§ Work required: Gather all lines from the material that contain the word "nowrap".
[Information Boundary: Start]
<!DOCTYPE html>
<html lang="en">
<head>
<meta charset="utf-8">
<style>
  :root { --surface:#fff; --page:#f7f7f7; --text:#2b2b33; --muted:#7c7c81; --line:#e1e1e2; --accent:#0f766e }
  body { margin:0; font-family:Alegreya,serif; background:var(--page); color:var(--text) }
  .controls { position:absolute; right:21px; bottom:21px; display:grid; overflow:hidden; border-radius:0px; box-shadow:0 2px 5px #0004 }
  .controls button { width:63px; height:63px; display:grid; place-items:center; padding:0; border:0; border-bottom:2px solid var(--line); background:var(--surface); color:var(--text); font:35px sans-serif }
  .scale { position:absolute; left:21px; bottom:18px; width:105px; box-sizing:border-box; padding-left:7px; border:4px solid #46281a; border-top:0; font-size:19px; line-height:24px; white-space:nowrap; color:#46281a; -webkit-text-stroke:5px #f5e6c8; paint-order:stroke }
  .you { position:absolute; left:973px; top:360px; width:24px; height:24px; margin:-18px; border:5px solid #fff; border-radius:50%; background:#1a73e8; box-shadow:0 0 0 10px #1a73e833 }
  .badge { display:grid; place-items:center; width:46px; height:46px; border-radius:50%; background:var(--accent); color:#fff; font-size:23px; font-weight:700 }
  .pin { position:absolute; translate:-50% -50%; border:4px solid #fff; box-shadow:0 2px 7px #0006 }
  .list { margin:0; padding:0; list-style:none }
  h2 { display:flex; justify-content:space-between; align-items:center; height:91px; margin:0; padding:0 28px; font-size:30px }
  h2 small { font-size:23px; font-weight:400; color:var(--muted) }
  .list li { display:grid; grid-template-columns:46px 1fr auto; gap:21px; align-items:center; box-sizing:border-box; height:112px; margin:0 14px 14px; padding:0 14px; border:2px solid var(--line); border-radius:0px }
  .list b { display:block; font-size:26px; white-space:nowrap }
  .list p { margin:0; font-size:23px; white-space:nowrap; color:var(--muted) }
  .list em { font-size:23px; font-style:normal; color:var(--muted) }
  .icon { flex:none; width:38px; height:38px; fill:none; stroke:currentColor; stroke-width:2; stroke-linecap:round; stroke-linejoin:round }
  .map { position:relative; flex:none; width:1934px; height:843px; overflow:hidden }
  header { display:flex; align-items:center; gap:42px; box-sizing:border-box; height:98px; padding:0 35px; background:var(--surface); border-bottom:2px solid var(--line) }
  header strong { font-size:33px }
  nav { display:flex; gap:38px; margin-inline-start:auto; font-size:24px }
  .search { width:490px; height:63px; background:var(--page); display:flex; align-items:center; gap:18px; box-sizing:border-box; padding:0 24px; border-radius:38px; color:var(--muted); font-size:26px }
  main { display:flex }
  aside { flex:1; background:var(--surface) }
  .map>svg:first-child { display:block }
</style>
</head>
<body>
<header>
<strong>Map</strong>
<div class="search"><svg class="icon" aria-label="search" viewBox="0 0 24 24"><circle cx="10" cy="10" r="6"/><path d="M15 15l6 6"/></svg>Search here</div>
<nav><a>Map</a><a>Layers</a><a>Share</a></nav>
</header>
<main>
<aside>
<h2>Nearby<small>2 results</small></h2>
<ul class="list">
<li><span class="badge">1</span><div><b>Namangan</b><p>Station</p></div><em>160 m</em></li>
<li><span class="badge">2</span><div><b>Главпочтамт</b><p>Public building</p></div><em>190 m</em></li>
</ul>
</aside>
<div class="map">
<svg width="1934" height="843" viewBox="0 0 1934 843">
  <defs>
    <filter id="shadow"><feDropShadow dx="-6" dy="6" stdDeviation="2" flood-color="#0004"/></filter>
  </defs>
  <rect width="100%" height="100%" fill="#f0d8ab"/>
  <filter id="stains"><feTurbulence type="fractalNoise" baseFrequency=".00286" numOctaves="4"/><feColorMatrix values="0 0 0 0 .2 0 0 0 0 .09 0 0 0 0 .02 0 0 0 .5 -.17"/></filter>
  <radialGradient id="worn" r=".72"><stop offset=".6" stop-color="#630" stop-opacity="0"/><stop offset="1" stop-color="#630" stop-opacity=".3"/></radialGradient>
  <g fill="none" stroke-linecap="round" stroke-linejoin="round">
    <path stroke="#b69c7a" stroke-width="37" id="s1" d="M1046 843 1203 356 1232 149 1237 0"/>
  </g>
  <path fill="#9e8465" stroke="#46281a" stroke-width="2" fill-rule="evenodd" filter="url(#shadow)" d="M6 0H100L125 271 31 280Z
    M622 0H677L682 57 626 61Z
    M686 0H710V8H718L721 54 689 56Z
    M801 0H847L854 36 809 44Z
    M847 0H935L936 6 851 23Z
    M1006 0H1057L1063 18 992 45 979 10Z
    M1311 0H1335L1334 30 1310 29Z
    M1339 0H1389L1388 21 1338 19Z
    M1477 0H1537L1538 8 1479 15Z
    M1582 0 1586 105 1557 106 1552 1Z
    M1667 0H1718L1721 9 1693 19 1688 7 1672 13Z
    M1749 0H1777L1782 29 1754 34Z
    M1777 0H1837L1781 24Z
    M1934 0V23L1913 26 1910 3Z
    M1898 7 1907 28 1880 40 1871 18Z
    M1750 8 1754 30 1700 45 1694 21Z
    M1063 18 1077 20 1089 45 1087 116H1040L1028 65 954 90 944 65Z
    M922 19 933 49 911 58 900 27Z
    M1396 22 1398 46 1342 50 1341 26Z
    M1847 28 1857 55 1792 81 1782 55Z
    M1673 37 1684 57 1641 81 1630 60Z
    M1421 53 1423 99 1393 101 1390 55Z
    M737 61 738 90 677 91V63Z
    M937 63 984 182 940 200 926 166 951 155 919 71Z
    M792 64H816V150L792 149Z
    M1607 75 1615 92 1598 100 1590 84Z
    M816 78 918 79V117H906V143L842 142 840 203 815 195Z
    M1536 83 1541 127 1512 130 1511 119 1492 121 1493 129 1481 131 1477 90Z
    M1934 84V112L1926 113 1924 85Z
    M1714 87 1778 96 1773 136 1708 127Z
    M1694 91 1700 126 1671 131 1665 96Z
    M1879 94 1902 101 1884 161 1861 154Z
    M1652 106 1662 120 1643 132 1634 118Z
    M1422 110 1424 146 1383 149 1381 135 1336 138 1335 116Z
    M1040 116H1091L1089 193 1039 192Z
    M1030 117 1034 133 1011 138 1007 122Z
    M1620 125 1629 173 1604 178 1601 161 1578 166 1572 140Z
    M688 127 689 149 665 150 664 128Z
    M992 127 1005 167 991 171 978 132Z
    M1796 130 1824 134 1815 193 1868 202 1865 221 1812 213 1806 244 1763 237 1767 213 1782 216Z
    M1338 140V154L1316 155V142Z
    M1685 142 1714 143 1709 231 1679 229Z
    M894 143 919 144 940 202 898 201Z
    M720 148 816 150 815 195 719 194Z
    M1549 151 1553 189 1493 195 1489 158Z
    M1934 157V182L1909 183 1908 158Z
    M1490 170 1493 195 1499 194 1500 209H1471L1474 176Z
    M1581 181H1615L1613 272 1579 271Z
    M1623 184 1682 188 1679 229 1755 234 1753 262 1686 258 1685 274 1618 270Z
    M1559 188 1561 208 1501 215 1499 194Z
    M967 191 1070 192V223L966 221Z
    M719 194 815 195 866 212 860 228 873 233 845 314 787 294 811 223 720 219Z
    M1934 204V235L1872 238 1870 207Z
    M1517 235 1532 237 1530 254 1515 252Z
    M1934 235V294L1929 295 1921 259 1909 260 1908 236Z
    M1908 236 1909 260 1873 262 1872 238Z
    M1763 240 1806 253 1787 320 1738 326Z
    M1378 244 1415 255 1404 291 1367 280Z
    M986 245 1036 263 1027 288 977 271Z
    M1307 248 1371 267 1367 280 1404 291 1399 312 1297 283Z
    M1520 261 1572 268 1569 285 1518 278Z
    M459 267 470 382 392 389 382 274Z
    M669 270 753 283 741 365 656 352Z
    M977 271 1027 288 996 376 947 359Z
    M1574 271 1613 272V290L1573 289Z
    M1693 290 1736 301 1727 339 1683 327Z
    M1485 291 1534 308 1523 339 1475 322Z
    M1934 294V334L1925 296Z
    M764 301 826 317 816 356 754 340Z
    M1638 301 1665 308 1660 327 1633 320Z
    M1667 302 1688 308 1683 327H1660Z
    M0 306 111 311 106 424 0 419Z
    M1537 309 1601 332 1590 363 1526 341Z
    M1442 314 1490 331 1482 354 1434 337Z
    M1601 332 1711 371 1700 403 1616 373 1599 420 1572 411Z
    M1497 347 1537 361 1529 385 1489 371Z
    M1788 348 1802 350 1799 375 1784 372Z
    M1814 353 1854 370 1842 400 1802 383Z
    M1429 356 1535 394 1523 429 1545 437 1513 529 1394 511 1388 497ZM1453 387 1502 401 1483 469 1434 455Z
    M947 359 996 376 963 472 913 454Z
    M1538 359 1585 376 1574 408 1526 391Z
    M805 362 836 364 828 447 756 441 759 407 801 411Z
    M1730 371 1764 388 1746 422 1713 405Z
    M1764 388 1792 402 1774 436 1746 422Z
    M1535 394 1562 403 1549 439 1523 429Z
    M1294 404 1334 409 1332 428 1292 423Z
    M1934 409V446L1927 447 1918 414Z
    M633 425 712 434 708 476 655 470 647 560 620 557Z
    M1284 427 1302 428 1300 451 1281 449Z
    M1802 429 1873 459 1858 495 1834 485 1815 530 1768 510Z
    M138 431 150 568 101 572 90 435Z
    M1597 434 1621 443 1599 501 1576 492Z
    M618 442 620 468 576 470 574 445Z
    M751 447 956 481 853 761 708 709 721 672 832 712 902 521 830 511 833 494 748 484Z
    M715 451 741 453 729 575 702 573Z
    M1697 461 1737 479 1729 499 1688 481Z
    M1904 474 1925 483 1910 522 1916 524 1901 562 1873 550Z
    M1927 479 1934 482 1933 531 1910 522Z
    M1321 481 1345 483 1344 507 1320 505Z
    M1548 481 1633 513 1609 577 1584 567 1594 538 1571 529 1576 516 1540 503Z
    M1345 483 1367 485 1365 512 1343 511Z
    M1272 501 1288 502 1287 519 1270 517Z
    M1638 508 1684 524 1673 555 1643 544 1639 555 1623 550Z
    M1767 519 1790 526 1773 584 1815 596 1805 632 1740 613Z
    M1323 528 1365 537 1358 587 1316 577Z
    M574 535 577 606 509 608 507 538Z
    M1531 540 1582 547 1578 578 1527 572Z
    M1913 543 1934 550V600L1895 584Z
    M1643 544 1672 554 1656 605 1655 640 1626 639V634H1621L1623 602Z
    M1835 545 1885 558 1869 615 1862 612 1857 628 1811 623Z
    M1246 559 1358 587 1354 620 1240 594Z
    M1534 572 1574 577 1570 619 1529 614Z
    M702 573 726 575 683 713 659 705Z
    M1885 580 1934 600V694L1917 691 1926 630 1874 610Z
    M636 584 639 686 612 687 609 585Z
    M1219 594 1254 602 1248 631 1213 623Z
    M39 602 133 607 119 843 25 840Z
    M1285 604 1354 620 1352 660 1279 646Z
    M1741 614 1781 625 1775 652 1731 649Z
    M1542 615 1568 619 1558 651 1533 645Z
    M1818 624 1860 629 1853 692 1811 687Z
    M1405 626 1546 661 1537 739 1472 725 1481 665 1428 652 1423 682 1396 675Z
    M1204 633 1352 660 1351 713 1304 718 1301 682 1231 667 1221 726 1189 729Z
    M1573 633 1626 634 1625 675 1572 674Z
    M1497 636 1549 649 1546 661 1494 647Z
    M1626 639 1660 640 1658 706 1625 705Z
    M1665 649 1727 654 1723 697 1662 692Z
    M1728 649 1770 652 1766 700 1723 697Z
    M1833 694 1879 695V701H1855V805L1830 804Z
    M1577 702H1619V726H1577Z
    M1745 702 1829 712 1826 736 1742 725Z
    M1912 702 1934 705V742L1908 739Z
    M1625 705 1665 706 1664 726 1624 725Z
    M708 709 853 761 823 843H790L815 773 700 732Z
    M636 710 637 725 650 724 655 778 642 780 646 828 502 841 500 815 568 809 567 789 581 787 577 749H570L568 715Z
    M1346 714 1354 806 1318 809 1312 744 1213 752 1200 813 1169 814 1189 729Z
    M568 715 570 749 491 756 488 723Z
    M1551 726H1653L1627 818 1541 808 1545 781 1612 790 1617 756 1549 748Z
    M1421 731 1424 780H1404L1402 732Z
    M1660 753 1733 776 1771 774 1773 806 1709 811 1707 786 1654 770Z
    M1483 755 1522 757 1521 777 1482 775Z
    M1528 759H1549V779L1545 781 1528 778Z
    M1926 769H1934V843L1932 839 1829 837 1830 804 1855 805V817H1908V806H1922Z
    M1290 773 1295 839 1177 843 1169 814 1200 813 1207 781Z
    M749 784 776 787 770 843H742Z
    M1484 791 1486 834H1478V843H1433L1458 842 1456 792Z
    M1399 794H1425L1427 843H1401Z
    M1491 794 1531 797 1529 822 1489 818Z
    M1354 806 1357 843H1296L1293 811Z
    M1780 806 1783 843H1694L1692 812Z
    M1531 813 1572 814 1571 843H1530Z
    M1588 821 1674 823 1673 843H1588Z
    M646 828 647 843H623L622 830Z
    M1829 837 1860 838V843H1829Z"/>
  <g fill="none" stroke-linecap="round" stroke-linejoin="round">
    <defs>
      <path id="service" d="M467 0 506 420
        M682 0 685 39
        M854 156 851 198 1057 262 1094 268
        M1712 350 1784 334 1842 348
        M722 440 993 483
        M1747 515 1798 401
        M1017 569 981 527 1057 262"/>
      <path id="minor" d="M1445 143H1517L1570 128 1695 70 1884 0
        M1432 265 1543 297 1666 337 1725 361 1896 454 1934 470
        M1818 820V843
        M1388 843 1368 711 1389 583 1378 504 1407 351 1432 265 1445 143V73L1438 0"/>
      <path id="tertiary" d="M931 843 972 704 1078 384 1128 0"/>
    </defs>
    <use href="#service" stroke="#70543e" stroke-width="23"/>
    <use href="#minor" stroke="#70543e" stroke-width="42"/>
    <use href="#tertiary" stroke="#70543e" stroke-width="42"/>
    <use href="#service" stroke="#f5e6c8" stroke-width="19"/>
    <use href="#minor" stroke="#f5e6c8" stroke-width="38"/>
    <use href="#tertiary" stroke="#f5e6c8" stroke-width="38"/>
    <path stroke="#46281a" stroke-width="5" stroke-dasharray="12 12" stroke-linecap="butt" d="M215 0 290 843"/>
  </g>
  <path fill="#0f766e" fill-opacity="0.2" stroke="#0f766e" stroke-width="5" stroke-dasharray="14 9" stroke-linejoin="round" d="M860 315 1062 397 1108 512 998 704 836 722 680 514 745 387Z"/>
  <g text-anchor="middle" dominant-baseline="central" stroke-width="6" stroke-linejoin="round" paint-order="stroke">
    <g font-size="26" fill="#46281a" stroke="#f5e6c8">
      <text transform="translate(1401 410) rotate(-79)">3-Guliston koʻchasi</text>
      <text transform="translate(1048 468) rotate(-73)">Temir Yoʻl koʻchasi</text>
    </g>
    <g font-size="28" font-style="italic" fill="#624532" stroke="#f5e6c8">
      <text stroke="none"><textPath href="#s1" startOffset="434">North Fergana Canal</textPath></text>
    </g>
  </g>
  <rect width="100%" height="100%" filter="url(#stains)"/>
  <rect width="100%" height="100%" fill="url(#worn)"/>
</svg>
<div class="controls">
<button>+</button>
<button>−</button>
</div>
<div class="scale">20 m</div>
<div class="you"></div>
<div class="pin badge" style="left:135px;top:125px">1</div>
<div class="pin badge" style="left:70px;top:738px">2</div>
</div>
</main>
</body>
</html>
[Information Boundary: End]
§ Response for this exercise:
  .scale { position:absolute; left:21px; bottom:18px; width:105px; box-sizing:border-box; padding-left:7px; border:4px solid #46281a; border-top:0; font-size:19px; line-height:24px; white-space:nowrap; color:#46281a; -webkit-text-stroke:5px #f5e6c8; paint-order:stroke }
  .list b { display:block; font-size:26px; white-space:nowrap }
  .list p { margin:0; font-size:23px; white-space:nowrap; color:var(--muted) }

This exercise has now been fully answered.